Refractory adult onset Still’s disease successfully treated with anakinra
- Correspondence to:
Dr F M Vasques Godinho
Av Prof Torrado da Silva, Hospital Garcia de Orta, Almada, Portugal;
- Accepted 12 August 2004
- Published Online First 16 September 2004
Proinflammatory cytokines like tumour necrosis factor α (TNFα), interleukin (IL) 6, IL18, and IL1 have been implicated in the pathogenesis of several chronic rheumatic inflammatory diseases, including juvenile idiopathic arthritis and adult onset Still’s disease (AOSD).1–5 The treatment of these diseases includes non-steroidal anti-inflammatory drugs (NSAIDs), systemic corticosteroids and, in resistant cases, methotrexate (MTX), cyclophosphamide, sulfasalazine, and ciclosporin A6–8 have been used. Over the past years, several cases of successful treatment with infliximab and etanercept in AOSD, refractory to conventional drugs, have been published.8,9
We report a favourable response to anakinra in a patient unresponsive to several disease modifying antirheumatic drugs (DMARDs) and TNFα blockers, requiring chronic high doses of steroids. The patient is a 32 year old woman diagnosed at the age 18 with AOSD, defined by the criteria of Yamaguchi et al.10 She was treated with NSAIDs, systemic steroids, and several DMARDs (MTX, sulfasalazine, and ciclosporin A) over a period of 10 years, but she had sustained disease with frequent flares requiring high doses of steroids (up to 1 mg/kg/day).
At the age of 28, she was referred to our rheumatology unit with persistent fever, arthritis, anaemia, leucocytosis, and raised serum level of C reactive protein, erythrocyte sedimentation rate (ESR), and ferritin despite treatment with prednisolone 30 mg/day, naproxen 1 g/day, and MTX 20 mg/week.
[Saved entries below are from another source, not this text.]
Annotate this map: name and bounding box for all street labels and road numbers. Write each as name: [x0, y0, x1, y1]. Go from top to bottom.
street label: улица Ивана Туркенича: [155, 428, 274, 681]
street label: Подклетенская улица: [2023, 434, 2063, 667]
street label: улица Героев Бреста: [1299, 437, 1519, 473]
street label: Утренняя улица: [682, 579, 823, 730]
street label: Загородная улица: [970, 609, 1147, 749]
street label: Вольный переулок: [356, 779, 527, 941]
At examination she had six tender and six swollen joints and reduced range of motion of the neck, wrists, and hips. Screening tests for infection were negative. She was treated with intravenous immunoglobulin (2 g/kg) and prednisolone, and MTX was increased up to 25 mg/week subcutaneously (SC), but only showed a partial response. At 2 months’ follow up the patient reported difficulty in walking, with increased hip pain. A pelvic x ray examination disclosed bilateral aseptic necrosis of the femoral heads and she was admitted for total bilateral hip arthroplasty.
In October 2000 infliximab was added to her treatment, initially at a dose of 3 mg/kg and increased to 5 mg/kg. Six months later she continued to have fever, arthritis (19 tender and two swollen joints) and a raised ESR (117 mm/1st h); infliximab was discontinued. Treatment was changed to etanercept, 25 mg SC, twice a week for 54 weeks, with little clinical response. Throughout this period she continued to have intermittent fever, arthritis, and raised serological inflammatory markers.
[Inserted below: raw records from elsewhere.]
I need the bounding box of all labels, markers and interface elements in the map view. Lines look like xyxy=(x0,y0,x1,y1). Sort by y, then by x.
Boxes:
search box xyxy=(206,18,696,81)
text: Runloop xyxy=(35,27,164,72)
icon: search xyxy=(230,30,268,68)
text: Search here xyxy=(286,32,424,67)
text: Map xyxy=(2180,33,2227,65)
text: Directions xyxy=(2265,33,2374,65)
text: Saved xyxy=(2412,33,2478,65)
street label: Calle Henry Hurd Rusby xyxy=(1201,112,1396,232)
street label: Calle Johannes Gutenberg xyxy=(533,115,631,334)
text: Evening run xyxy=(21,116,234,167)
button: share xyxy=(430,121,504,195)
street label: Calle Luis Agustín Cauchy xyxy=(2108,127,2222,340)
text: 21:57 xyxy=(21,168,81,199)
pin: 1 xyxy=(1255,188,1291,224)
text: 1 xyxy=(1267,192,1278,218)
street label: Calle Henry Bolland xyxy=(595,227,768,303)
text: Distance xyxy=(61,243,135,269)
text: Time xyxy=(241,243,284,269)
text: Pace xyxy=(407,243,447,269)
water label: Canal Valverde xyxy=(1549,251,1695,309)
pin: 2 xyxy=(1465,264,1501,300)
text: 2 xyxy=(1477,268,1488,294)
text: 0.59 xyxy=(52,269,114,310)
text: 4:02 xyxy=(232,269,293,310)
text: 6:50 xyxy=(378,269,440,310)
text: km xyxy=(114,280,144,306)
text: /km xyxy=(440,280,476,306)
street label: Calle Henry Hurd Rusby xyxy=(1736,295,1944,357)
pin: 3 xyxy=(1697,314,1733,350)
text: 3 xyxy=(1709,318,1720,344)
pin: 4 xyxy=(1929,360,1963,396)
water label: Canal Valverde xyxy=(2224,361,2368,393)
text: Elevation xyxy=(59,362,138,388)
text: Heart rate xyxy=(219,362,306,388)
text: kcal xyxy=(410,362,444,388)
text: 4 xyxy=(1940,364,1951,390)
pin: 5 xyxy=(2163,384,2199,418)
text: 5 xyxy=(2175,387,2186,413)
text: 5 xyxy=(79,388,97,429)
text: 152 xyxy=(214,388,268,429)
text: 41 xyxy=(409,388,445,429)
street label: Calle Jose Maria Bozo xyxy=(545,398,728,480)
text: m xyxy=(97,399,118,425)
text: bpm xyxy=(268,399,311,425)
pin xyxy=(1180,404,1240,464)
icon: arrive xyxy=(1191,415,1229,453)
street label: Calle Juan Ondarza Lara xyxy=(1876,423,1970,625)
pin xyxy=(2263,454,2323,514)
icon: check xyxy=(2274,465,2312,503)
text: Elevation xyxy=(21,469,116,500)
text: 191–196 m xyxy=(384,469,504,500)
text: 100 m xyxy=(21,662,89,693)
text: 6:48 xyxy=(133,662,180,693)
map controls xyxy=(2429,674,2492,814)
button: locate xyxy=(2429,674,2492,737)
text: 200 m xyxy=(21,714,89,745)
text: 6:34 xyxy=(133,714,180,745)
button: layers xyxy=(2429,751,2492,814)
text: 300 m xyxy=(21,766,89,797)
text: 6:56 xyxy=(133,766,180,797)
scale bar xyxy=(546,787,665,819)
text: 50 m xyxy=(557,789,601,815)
In October 2002 it was decided to attempt anakinra 100 mg/day SC in addition to MTX 25 mg/week SC, prednisolone 20 mg/day, and naproxen. An impressive improvement of the systemic features and joint disease occurred over the first weeks of treatment and the acute phase reactants returned to normal. Steroids could be reduced and discontinued. Anakinra was well tolerated and no adverse effects were seen. After 18 months of follow up the patient remains in full clinical remission, without steroids or NSAIDs (table 1).
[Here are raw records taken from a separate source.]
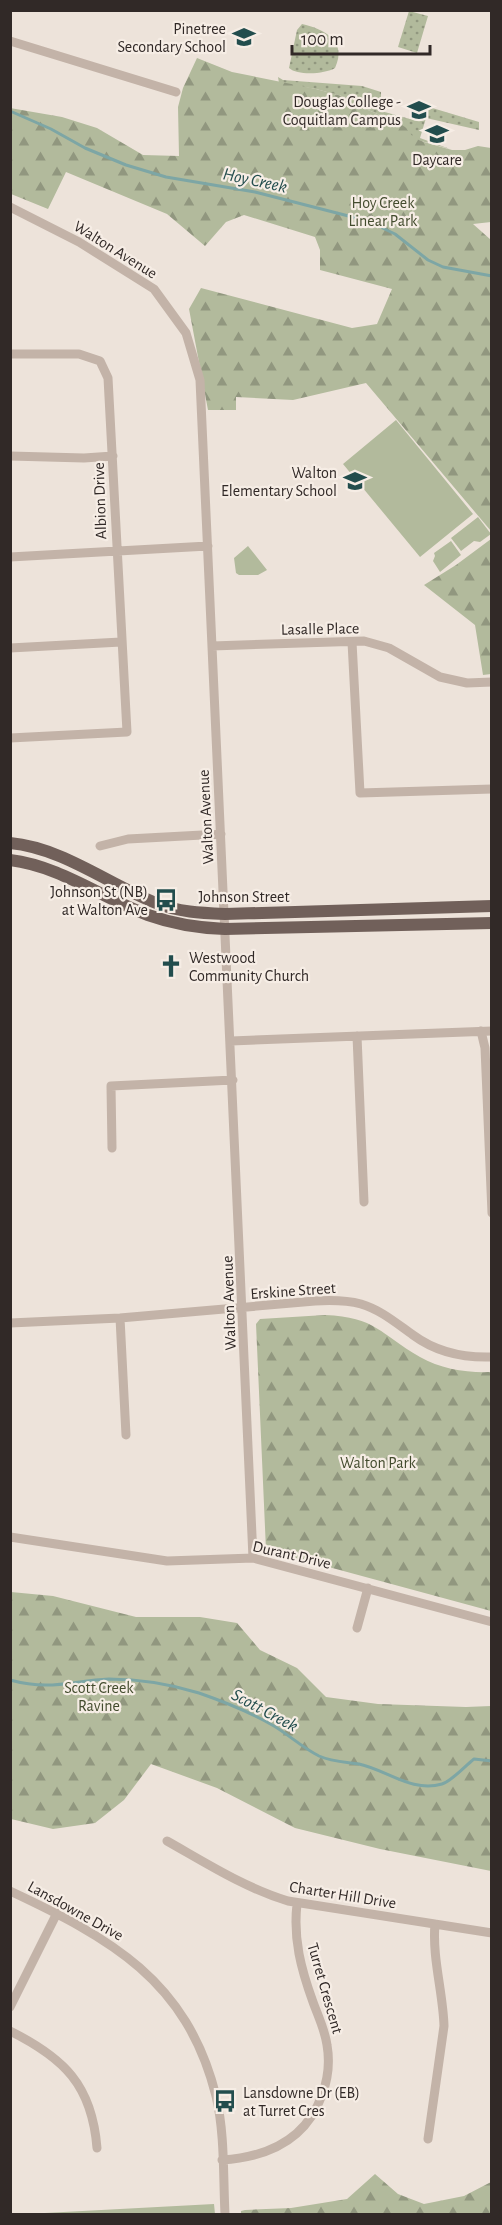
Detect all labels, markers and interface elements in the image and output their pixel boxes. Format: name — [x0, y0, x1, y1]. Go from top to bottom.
scale bar — [292, 18, 430, 56]
place label: Pinetree Secondary School — [118, 21, 226, 56]
school or university icon: Pinetree Secondary School — [231, 24, 257, 50]
text: 100 m — [301, 31, 344, 49]
place label: Douglas College - Coquitlam Campus — [283, 94, 401, 128]
school or university icon: Douglas College - Coquitlam Campus — [406, 97, 432, 123]
school or university icon: Daycare — [424, 121, 450, 147]
place label: Daycare — [412, 152, 462, 169]
water label: Hoy Creek — [221, 165, 288, 197]
park label: Hoy Creek Linear Park — [349, 195, 418, 229]
street label: Walton Avenue — [71, 218, 160, 282]
street label: Albion Drive — [91, 462, 109, 540]
place label: Walton Elementary School — [221, 465, 337, 500]
school or university icon: Walton Elementary School — [342, 468, 368, 494]
street label: Lasalle Place — [281, 620, 359, 638]
street label: Walton Avenue — [196, 769, 216, 865]
place label: Johnson St (NB) at Walton Ave — [50, 884, 148, 918]
bus stop icon: Johnson St (NB) at Walton Ave — [153, 887, 179, 913]
street label: Johnson Street — [198, 889, 290, 905]
place label: Westwood Community Church — [189, 950, 309, 985]
church icon: Westwood Community Church — [158, 953, 184, 979]
street label: Walton Avenue — [219, 1255, 239, 1351]
street label: Erskine Street — [250, 1280, 336, 1302]
park label: Walton Park — [340, 1455, 417, 1471]
street label: Durant Drive — [251, 1538, 332, 1572]
park label: Scott Creek Ravine — [64, 1680, 134, 1714]
water label: Scott Creek — [228, 1686, 301, 1736]
street label: Lansdowne Drive — [25, 1878, 126, 1944]
street label: Charter Hill Drive — [288, 1879, 397, 1911]
street label: Turret Crescent — [304, 1941, 346, 2035]
place label: Lansdowne Dr (EB) at Turret Cres — [243, 2085, 360, 2119]
bus stop icon: Lansdowne Dr (EB) at Turret Cres — [212, 2088, 238, 2114]

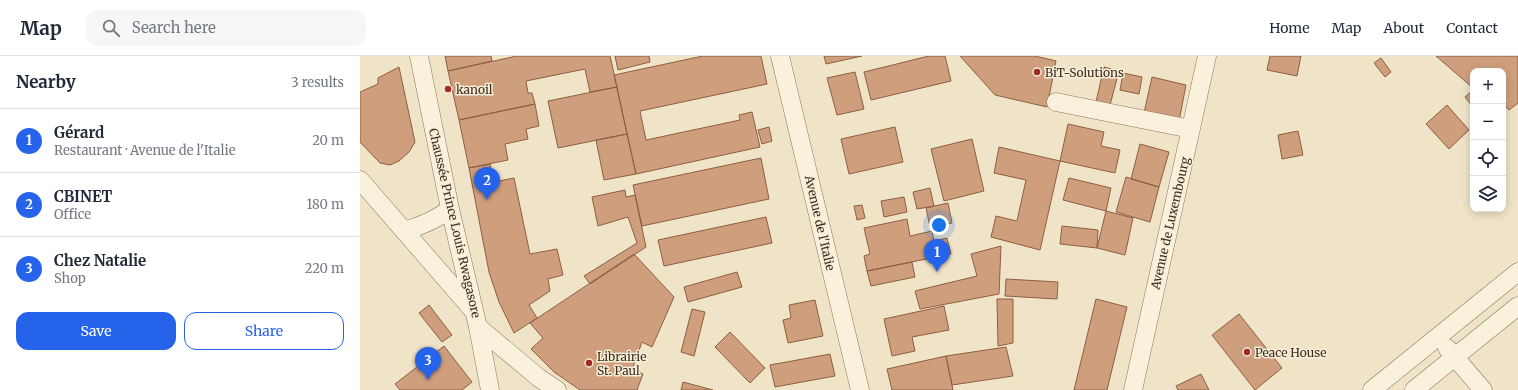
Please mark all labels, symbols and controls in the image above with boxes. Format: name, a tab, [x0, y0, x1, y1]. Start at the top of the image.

This is, to our knowledge, the first reported case of successful treatment of AOSD with anakinra.
Although TNFα antagonists have revolutionised the treatment of refractory AOSD, some patients do not respond to this treatment. The dramatic response to anakinra in this case of AOSD refractory to conventional treatments and to anti-TNFα blockers, suggests that the inhibition of IL1 may be an important therapeutic target in some patients.